For this EERC, NREL is partnering with Lawrence Berkeley National Laboratory, Sandia National Laboratories, and Oak Ridge National Laboratory, as well as the University of California at Merced, Howard University, and the University of Minnesota.
"To reduce the levelized cost of energy, we need to have a very good understanding of the loads and dynamics of floating offshore wind turbines in an ocean environment—both at a very small scale and at a climate scale. For example, if you're planning to build a wind turbine in the ocean at some point, you want to know that that wind resource is going to exist, at least at some level, 20 years from now," said Michael Sprague, Chief Wind Computational Scientist at NREL and director of the FLOWMAS EERC.

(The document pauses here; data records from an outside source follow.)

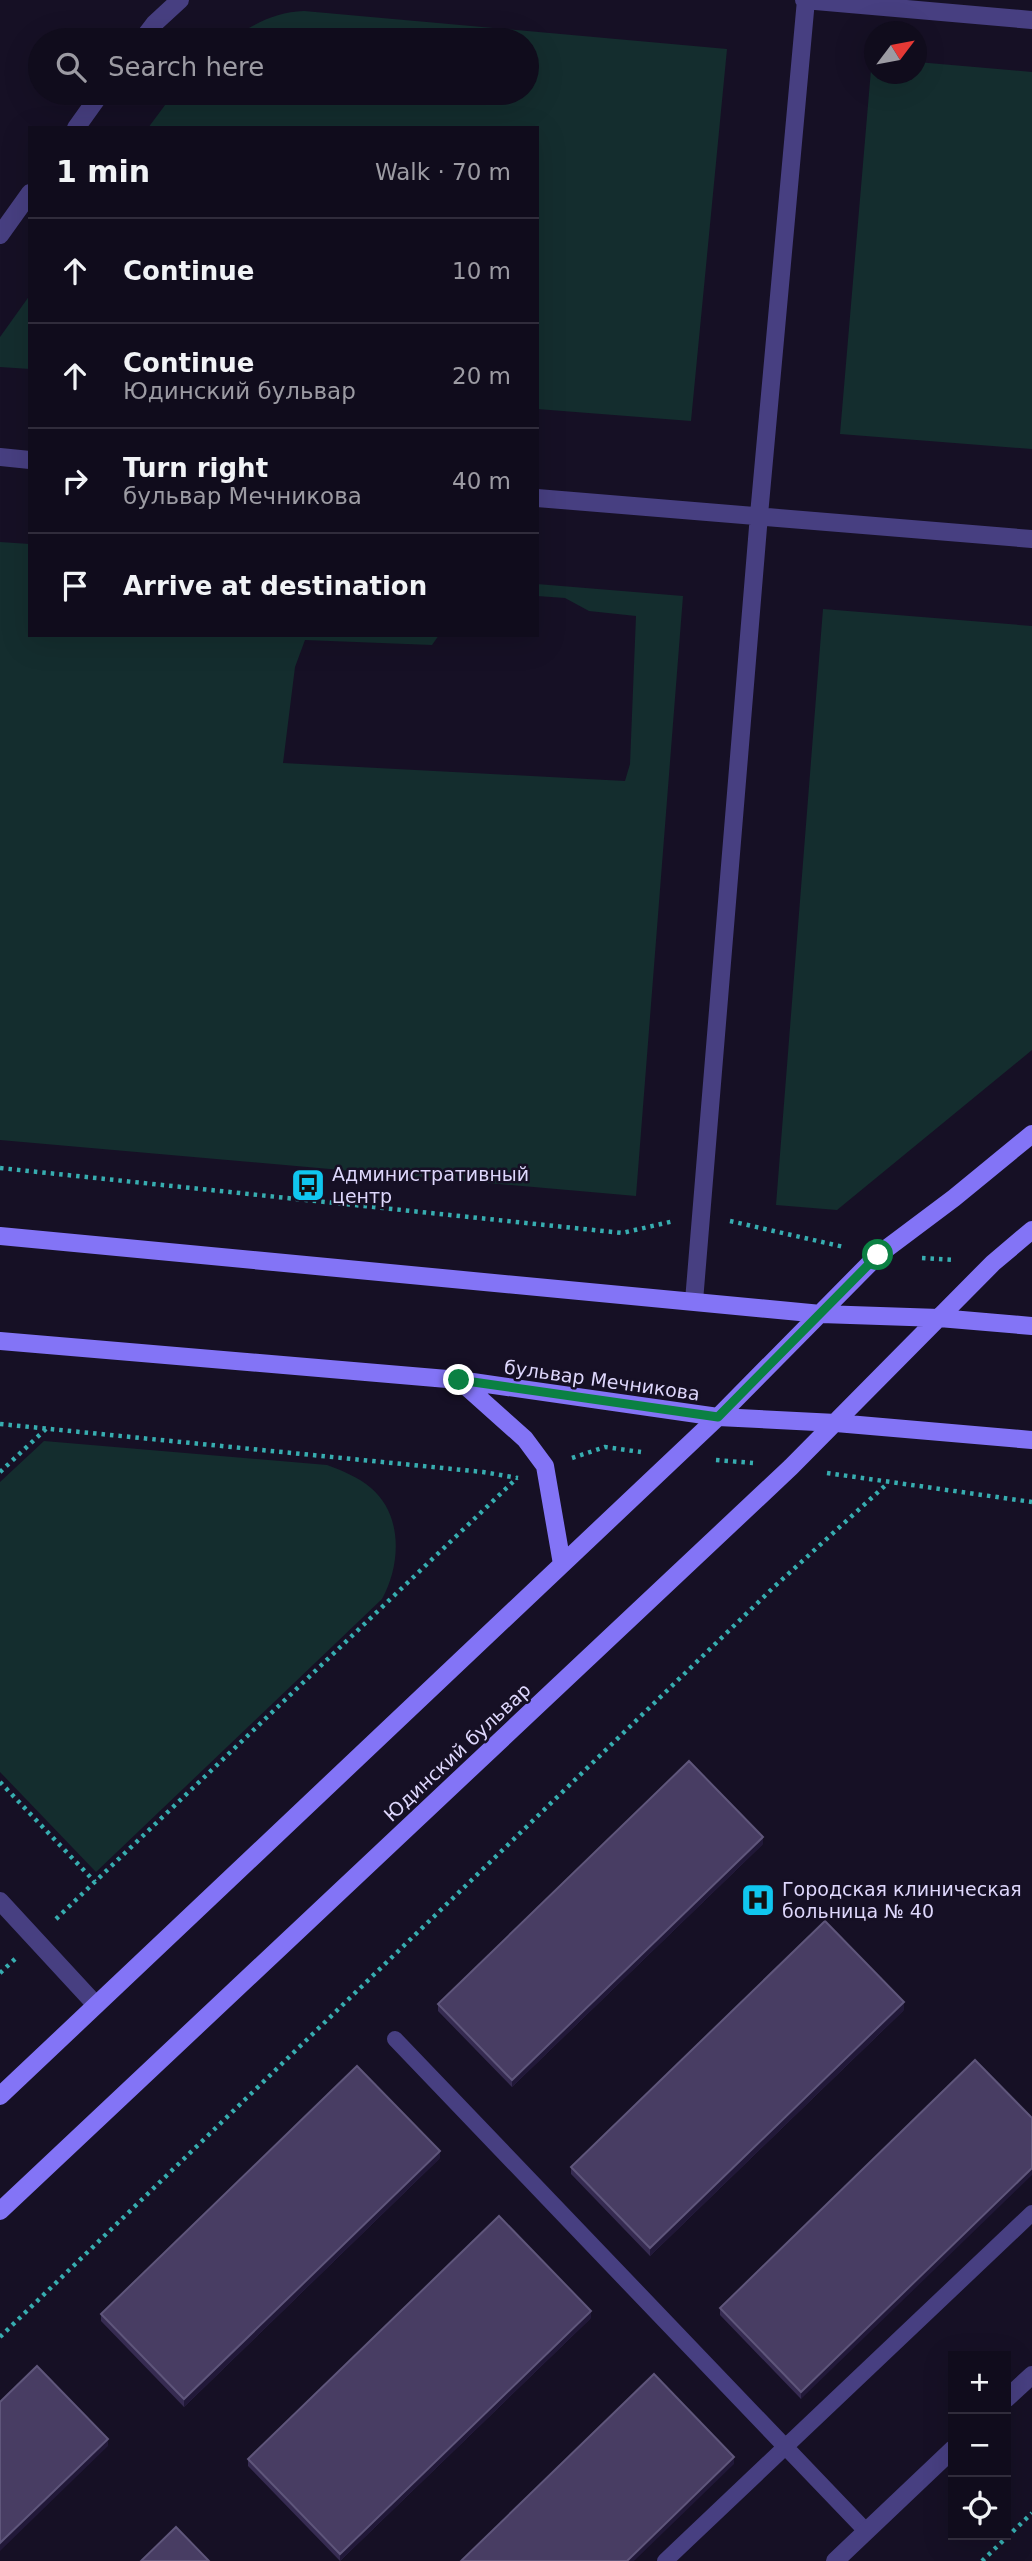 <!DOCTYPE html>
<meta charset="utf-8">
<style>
:root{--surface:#100c1c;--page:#1e1a29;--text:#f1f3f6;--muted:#9c9ba3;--line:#302c3b}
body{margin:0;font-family:"DejaVu Sans",sans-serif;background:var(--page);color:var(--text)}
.controls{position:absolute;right:21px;bottom:21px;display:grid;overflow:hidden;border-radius:0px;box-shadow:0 7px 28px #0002}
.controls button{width:63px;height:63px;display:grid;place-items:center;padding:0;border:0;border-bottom:2px solid var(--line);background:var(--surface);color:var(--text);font:35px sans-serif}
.compass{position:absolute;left:864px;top:21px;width:63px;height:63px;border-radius:50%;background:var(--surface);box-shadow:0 7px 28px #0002;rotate:58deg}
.stop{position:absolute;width:21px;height:21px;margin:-16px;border:5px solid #0b8043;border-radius:50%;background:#fff}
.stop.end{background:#0b8043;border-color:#fff;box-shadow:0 2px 7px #0008}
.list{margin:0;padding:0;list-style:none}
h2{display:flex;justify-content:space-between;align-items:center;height:91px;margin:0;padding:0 28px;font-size:30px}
h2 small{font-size:23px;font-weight:400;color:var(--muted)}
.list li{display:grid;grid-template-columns:46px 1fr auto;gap:21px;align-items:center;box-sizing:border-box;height:105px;padding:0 28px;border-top:2px solid var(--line)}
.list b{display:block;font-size:26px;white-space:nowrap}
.list p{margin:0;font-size:23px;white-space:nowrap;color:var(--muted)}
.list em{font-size:23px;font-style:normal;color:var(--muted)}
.icon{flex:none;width:38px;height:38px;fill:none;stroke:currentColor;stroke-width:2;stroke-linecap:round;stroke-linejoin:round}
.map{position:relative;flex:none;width:1032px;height:2561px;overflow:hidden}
.search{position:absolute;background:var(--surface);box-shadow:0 7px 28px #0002;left:28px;top:28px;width:511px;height:77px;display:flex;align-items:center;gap:18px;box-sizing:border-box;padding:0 24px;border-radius:38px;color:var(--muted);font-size:26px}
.panel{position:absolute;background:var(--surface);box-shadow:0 7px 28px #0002;left:28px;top:126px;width:511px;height:511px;border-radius:0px}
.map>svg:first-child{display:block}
</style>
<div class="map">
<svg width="1032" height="2561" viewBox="0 0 1032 2561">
<rect width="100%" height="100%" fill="#161025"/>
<!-- green -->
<path fill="#142d2e" d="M304 11 727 49 691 421 537 409V128H148L174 93H527V40H230C253 24 276 12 304 11Z
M872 58H874V74H916L917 62 1032 72V449L840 434Z
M30 295V369L0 367V337Z
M0 542 30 544V635H439L432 645 305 640 295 667 283 763 625 781 630 764 636 616 589 611 565 598 537 596V584L683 596 636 1196 0 1140Z
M823 609 1032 626V1050L837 1210 776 1205Z
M44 1441 327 1465C343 1471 358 1477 371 1488 403 1515 401 1565 382 1599L96 1872 0 1772V1482Z"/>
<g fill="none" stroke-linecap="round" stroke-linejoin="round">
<!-- path -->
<path stroke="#37adb0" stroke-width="4.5" stroke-dasharray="3.5 5" stroke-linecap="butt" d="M0 1168 622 1233 674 1221
M730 1221 844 1247
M922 1258 955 1260
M0 1424 483 1472 518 1478
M572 1458 605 1447 641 1452
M716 1460 753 1463
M0 1472 47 1428
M827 1473 1032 1502
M0 1782 95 1882
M56 1919 517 1478
M0 1973 15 1959
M0 2337 775 1586 888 1483
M982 2561 1032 2513"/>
<!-- lane -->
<path stroke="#473f81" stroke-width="16" d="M395 2039 866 2531
M665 2561 1032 2213"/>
<!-- street -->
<path stroke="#473f81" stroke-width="18" d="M804 0 1032 20
M142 40 155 23 180 0
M76 128 101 93
M0 235 30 193
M0 457 30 460
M537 498 1032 539
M694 1301 759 515 806 0
M0 1901 96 2005
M1006 2399 1032 2375
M835 2561 953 2449"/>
<!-- secondary -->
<path stroke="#8374f6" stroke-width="18" d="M0 1236 821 1314 939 1318 1032 1326
M0 1341 459 1380 718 1417 836 1423 1032 1440
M459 1380 525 1439 545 1466 562 1564
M0 2096 718 1417 878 1255 954 1198 1032 1134
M0 2211 791 1467 993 1263 1032 1230"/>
</g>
<!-- wall -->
<path fill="#362b51" d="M763 1844 512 2087 438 2011V2004Z
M904 2010 650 2256 571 2174V2167Z
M975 2060 801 2399 720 2315V2308Z
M440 2158 184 2407 101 2321V2314Z
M591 2318 340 2561 248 2466V2459Z"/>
<!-- shaded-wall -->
<path fill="#211838" d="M763 1837V1844L512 2087V2080Z
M904 2002V2010L650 2256V2248Z
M440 2151V2158L184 2407V2399Z
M1032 2168V2175L801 2399V2392Z
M591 2311V2318L340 2561V2554Z
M108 2439V2446L0 2551V2543Z
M734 2457V2464L634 2561H627Z"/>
<!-- building -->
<path fill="#483d63" stroke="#5f567b" stroke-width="2" d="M689 1761 763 1837 512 2080 438 2004Z
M825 1921 904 2002 650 2248 571 2167Z
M975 2060 1032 2118V2168L801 2392 720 2308Z
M357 2066 440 2151 184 2399 101 2314Z
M499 2216 591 2311 340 2554 248 2459Z
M37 2366 108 2439 0 2543V2402Z
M654 2374 734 2457 627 2561H461Z
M176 2527 209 2561H141Z"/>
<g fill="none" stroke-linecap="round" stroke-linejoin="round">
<!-- route -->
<path stroke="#0b8043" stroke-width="9" d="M459 1380 718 1417 878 1255"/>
</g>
<!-- icons -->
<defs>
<g id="bus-square" transform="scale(1.75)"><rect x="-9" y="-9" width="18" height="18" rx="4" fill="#10c6ef" stroke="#161025"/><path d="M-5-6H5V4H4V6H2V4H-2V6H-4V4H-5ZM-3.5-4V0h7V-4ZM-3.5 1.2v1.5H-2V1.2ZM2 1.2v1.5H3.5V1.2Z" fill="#111"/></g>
<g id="hospital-square" transform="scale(1.75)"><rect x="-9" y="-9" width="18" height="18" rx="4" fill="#10c6ef" stroke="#161025"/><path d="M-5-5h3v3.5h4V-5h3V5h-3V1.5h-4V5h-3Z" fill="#111"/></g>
</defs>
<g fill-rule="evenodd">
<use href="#bus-square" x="308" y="1185"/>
<use href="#hospital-square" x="758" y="1900"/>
</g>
<g text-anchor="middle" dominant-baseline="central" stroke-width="5" stroke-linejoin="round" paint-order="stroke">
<!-- poi labels -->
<g font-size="19" fill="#ded7fc" stroke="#161025" text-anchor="start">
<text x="332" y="1174">Административный<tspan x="332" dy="22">центр</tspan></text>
<text x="782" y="1889">Городская клиническая<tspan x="782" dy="22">больница № 40</tspan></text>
</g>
<!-- street labels -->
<g font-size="19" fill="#ded7fc" stroke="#161025">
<text transform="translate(602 1380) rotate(8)">бульвар Мечникова</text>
<text transform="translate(457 1752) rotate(-43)">Юдинский бульвар</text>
</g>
</g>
</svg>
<div class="controls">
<button>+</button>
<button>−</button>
<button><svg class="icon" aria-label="locate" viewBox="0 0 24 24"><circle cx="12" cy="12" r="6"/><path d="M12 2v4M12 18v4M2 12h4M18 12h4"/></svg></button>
</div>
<svg class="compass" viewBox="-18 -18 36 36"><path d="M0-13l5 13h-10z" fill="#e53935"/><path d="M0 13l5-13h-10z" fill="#9c9ba3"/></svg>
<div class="stop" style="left:878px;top:1255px"></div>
<div class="stop end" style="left:459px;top:1380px"></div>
<div class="search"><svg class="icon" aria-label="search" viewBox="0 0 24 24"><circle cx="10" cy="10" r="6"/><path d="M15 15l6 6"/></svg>Search here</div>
<section class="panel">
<h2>1 min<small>Walk · 70 m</small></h2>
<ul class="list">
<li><svg class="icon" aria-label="ahead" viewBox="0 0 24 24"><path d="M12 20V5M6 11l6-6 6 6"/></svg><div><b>Continue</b></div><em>10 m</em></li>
<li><svg class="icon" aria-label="ahead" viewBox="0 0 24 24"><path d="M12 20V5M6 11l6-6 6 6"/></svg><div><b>Continue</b><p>Юдинский бульвар</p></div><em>20 m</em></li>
<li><svg class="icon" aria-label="right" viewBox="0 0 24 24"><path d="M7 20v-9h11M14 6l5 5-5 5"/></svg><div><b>Turn right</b><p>бульвар Мечникова</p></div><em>40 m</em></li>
<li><svg class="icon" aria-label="arrive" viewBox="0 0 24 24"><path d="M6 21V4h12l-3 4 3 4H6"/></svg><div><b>Arrive at destination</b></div></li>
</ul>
</section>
</div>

"Right now, the models we have are sorely lacking, and our understanding of the ocean environment is lacking. In this EERC, we're planning to create new models and use high-performance computing to better understand and predict the response of floating offshore wind turbines. A key challenge will be creating new algorithms that span many scales and physics and run efficiently on modern high-performance computers," added Sprague.
This is a complex task to accomplish. Offshore wind turbines must have manageable loads when operating while being able to withstand extreme weather events, such as hurricanes. Researchers must also be able to better predict how climate change will affect wind resources in different parts of the ocean.
The second NREL EERC - Degradation Reactions in Electrothermal Energy Storage (DEGREES) - hopes to advance the fundamental understanding of the degradation mechanisms of materials for electrothermal long-duration energy storage (LDES), a critical component of a resilient, flexible, and decarbonized electric grid. LDES allows for the efficient storage of excess clean energy from renewables like wind and solar.
Unfortunately, the thermal energy storage materials available today are not capable of meeting the needs of grid-scale LDES, due in large part to degradation.
To address this challenge, NREL will partner with Brookhaven National Laboratory, Argonne National Laboratory, the University of Texas at Dallas, Georgia Institute of Technology, Auburn University, the University of Arizona, the University of Chicago, and the University of New Mexico.
Together they will work to understand degradation, learn to control it, and translate this knowledge to improve LDES. The teams will examine the instabilities of high-energy-density thermal energy storage materials by leveraging crosscutting theory, modeling, and experiments while focusing on communication and collaboration.
A major goal of the project is to develop the necessary understanding, characterization tools, and modeling capabilities to enable designers and engineers to create feasible thermal energy storage components that are cost-effective, durable, reliable, and dispatchable.
"NREL is the lab for integration. We work well together, and we aren't siloed—there is so much support here. That's one of the things that made this EERC proposal successful," said Judith Vidal, Manager of the Building Thermal Energy Science group at NREL and Director of the DEGREES EERC along with associate director Katie Jungjohann. "External partnerships have also been key, and when it came time to put the proposal together, they were eager to collaborate. That trust is key."